For a given sample, all factors including the electron density n on the right hand side of relationship ((3)) are constant. When plotting the index i of an edge channel versus the reciprocal of its magnetic flux density 1/B_{i}, one obtains a straight line with slope 2e/(nh). Since the electron charge e is known and also the Planck constant h, one can derive the electron density n of a sample from this plot.
Shubnikov–De Haas oscillations are observed in highly doped Bi_{2}Se_{3}. Fig 3 shows the reciprocal magnetic flux density 1/B_{i} of the 10th to 14th minima of a Bi_{2}Se_{3} sample. The slope of 0.00618/T as obtained from a linear fit yields the electron density n
 $n = \frac{2 e}{0.00618/\mathrm{T}\cdot h} \approx 7.82 \times 10^{14}/\mathrm{m}^2.$

Shubnikov–de Haas oscillations can be used to map the Fermi surface of electrons in a sample, by determining the periods of oscillation for various applied field directions.

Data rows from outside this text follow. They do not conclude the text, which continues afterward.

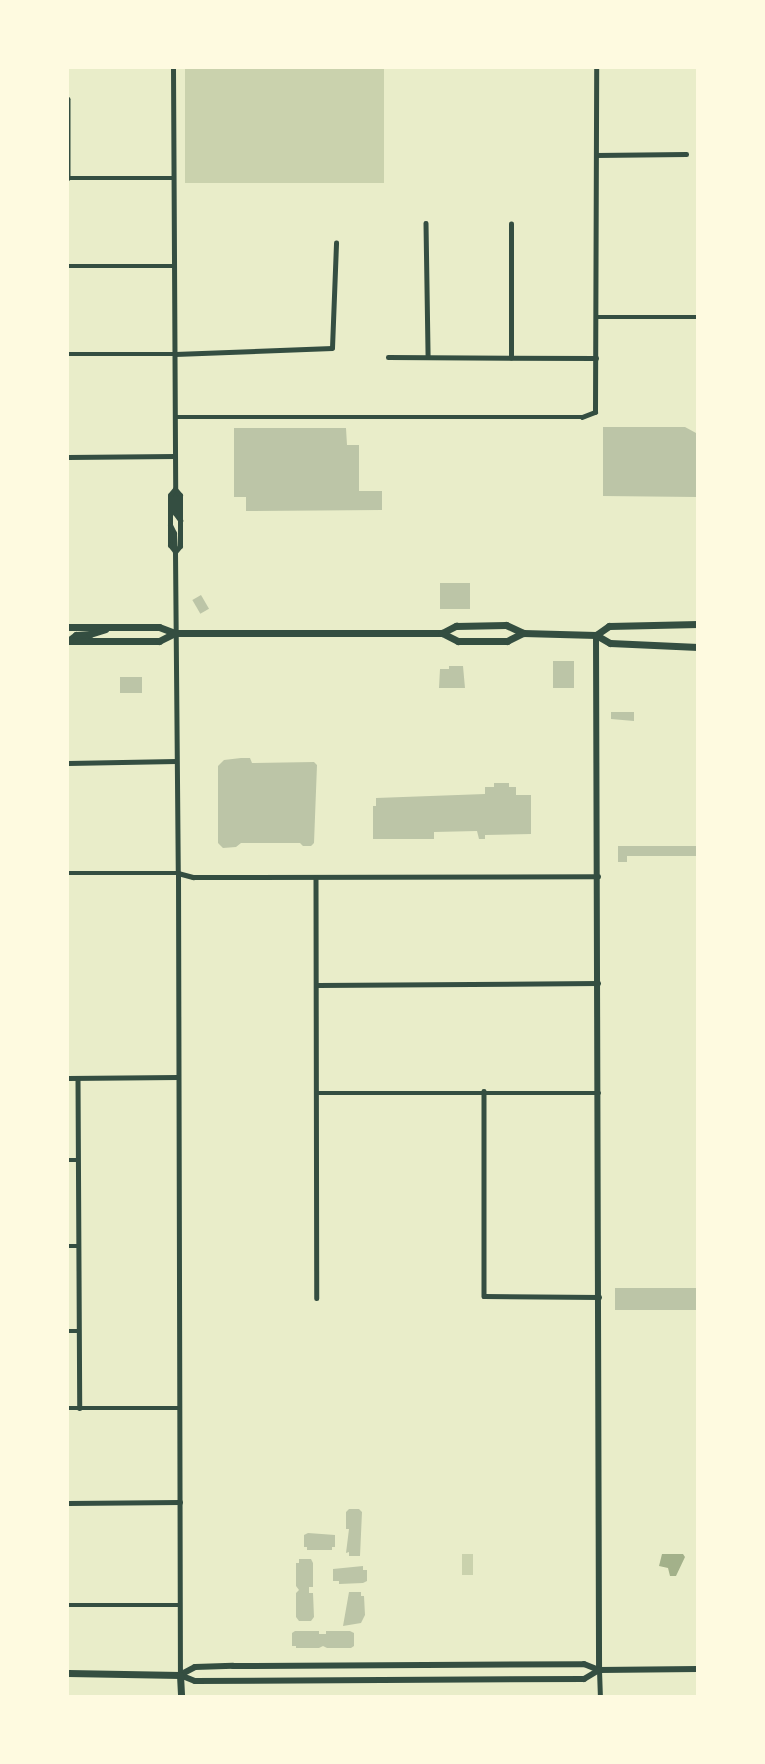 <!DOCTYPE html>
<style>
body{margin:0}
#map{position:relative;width:765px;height:1764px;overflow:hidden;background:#e9edc9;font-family:"DM Sans",sans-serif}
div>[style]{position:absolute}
.green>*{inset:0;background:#cad2ad;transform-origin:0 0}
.water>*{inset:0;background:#a3b18a}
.building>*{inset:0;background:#bcc5a7;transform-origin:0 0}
.minor>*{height:4.5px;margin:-2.25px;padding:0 2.25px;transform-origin:2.25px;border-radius:2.25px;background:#344e41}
.tertiary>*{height:5px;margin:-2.5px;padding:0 2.5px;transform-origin:2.5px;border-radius:2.5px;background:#344e41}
.secondary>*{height:6px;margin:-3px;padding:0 3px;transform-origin:3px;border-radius:3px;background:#344e41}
.primary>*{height:7px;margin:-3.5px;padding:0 3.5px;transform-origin:3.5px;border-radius:3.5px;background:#344e41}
span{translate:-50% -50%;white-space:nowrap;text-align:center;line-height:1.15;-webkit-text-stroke:5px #fefae0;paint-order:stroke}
.frame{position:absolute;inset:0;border:69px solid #fefae0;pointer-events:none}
</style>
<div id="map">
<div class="green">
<i style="left:185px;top:68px;width:199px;height:115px"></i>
<i style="left:462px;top:1554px;width:11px;height:21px"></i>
</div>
<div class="water">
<i style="clip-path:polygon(662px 1554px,683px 1554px,685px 1557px,676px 1576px,670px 1576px,668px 1568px,659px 1566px)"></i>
</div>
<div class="building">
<i style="clip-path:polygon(603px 427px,685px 427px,696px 433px,696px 497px,603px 496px)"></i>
<i style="clip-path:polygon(234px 428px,346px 428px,347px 445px,359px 445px,359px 491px,382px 491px,382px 510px,246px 511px,246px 497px,234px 497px)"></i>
<i style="left:470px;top:583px;width:26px;height:30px;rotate:90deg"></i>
<i style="left:201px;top:595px;width:16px;height:10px;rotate:60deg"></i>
<i style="left:553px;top:661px;width:21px;height:27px"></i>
<i style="clip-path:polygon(449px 666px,463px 666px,465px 688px,439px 688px,440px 669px,449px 669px)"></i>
<i style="left:120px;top:677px;width:22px;height:16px"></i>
<i style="clip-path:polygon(611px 712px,634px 712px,634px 721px,611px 719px)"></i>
<i style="clip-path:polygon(241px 758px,250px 758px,252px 763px,314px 762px,317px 765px,314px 843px,311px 846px,303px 846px,300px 843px,241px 843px,236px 847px,223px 848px,218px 843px,218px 766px,224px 760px)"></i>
<i style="clip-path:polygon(494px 783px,509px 783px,509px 787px,516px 787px,516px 795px,531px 795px,531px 834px,485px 835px,485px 839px,479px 839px,477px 831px,434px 832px,434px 839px,373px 839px,373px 806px,376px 806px,376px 798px,485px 794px,485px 787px,494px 787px)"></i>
<i style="clip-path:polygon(618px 846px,698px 846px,698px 856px,627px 856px,627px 862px,618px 862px)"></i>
<i style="left:615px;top:1288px;width:83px;height:22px"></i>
<i style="clip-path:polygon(349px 1509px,359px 1509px,362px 1512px,360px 1556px,349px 1556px,349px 1552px,346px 1553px,349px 1529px,346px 1529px,346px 1512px)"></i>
<i style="clip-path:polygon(308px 1533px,335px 1535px,335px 1547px,332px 1547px,332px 1550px,307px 1550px,307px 1547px,304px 1547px,304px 1535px)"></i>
<i style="clip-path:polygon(299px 1559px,311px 1559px,313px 1563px,313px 1587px,309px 1587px,309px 1593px,313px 1593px,314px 1617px,311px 1621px,299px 1621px,296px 1617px,296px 1593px,299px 1590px,296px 1586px,296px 1563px,299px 1563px)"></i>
<i style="clip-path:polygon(363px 1566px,363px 1570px,367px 1570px,367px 1581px,363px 1583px,339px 1584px,339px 1581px,333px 1581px,333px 1569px)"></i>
<i style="clip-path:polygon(349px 1592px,361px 1592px,361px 1596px,364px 1596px,365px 1615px,361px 1623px,343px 1626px)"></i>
<i style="clip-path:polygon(295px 1631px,319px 1631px,319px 1634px,326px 1634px,326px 1631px,350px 1631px,354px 1633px,354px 1646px,351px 1648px,327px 1648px,323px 1646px,319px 1648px,296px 1648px,296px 1646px,292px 1646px,292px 1633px)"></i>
</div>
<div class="minor">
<i style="left:68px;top:99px;width:79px;rotate:90deg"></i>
<i style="left:596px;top:155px;width:90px;rotate:-0.6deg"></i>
<i style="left:68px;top:178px;width:106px"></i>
<i style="left:426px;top:223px;width:134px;rotate:89.1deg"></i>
<i style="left:68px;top:266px;width:106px"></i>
<i style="left:596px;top:317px;width:101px"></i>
<i style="left:68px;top:354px;width:107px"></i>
<i style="left:175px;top:354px;width:157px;rotate:-2.2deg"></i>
<i style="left:332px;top:348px;width:105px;rotate:-87.8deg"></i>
<i style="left:388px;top:357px;width:208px;rotate:0.3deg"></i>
<i style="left:511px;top:358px;width:134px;rotate:-90deg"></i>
<i style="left:175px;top:417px;width:407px"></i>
<i style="left:582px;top:417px;width:14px;rotate:-21deg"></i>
<i style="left:68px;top:457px;width:107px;rotate:-0.5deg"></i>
<i style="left:68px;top:763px;width:108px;rotate:-1.1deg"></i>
<i style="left:68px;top:873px;width:110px"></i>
<i style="left:178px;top:873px;width:16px;rotate:15deg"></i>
<i style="left:193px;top:877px;width:405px;rotate:-0.1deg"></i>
<i style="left:316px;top:877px;width:421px;rotate:89.9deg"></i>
<i style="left:318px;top:985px;width:280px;rotate:-0.4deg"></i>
<i style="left:68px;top:1078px;width:110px;rotate:-0.5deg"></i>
<i style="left:78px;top:1078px;width:330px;rotate:89.7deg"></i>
<i style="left:484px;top:1091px;width:205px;rotate:90deg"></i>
<i style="left:484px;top:1296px;width:115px;rotate:0.5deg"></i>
<i style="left:318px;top:1093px;width:281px"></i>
<i style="left:68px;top:1160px;width:10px"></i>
<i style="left:68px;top:1246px;width:11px"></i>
<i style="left:68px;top:1331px;width:11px"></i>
<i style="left:68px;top:1408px;width:111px"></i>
<i style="left:68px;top:1503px;width:112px;rotate:-0.5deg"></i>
<i style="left:68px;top:1605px;width:112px"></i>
</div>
<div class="tertiary">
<i style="left:173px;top:68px;width:421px;rotate:89.7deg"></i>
<i style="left:175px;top:489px;width:24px;rotate:90deg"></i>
<i style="left:175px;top:513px;width:9px;rotate:54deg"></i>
<i style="left:595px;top:412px;width:344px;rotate:-89.8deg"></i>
<i style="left:175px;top:489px;width:8px;rotate:50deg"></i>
<i style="left:180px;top:495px;width:51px;rotate:90deg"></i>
<i style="left:180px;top:546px;width:8px;rotate:130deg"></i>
<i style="left:174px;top:490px;width:6px;rotate:129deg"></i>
<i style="left:170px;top:495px;width:50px;rotate:90deg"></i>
<i style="left:170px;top:545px;width:6px;rotate:51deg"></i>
<i style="left:170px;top:525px;width:9px;rotate:63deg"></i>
<i style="left:174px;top:533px;width:19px;rotate:87deg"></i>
<i style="left:175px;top:552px;width:321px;rotate:89.5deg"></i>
<i style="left:178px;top:873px;width:802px;rotate:89.86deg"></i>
<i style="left:599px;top:1670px;width:26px;rotate:88deg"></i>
</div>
<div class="secondary">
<i style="left:596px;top:635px;width:1035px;rotate:89.83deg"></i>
<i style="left:180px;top:1675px;width:17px;rotate:-28deg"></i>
<i style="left:195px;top:1667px;width:38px;rotate:-2deg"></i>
<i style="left:233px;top:1666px;width:351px;rotate:-0.3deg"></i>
<i style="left:584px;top:1664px;width:16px;rotate:22deg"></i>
<i style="left:599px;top:1670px;width:99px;rotate:-0.6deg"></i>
<i style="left:180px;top:1675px;width:16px;rotate:22deg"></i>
<i style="left:195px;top:1681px;width:389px;rotate:-0.3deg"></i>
<i style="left:584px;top:1679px;width:17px;rotate:-31deg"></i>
</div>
<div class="primary">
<i style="left:68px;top:627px;width:91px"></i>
<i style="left:159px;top:627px;width:17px;rotate:21deg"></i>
<i style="left:175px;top:633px;width:267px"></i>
<i style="left:442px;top:633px;width:16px;rotate:-27deg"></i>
<i style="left:456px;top:626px;width:50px;rotate:-1.1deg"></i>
<i style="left:506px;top:625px;width:19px;rotate:25deg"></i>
<i style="left:523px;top:633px;width:73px;rotate:1.6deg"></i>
<i style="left:596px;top:635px;width:16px;rotate:30deg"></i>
<i style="left:610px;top:643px;width:88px;rotate:2.6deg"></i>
<i style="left:442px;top:633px;width:18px;rotate:27deg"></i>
<i style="left:458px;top:641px;width:49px"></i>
<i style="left:507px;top:641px;width:18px;rotate:-27deg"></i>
<i style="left:596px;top:635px;width:16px;rotate:-35deg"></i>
<i style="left:609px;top:626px;width:89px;rotate:-1.3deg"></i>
<i style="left:68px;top:641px;width:91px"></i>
<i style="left:159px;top:641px;width:18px;rotate:-27deg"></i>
<i style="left:68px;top:641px;width:10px;rotate:-37deg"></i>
<i style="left:76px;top:635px;width:14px;rotate:-4deg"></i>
<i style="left:90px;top:634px;width:16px;rotate:-18deg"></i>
<i style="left:68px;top:1673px;width:112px;rotate:1deg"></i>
<i style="left:180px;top:1675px;width:21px;rotate:87deg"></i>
</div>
<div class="frame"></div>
</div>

== Related physical process ==
The effect is related to the De Haas–Van Alphen effect, which is the name given to the corresponding oscillations in magnetization. The signature of each effect is a periodic waveform when plotted as a function of inverse magnetic field. The "frequency" of the magnetoresistance oscillations indicate areas of extremal orbits around the Fermi surface. The area of the Fermi surface is expressed in teslas. More accurately, the period in inverse Teslas is inversely proportional to the area of the extremal orbit of the Fermi surface in inverse m/cm.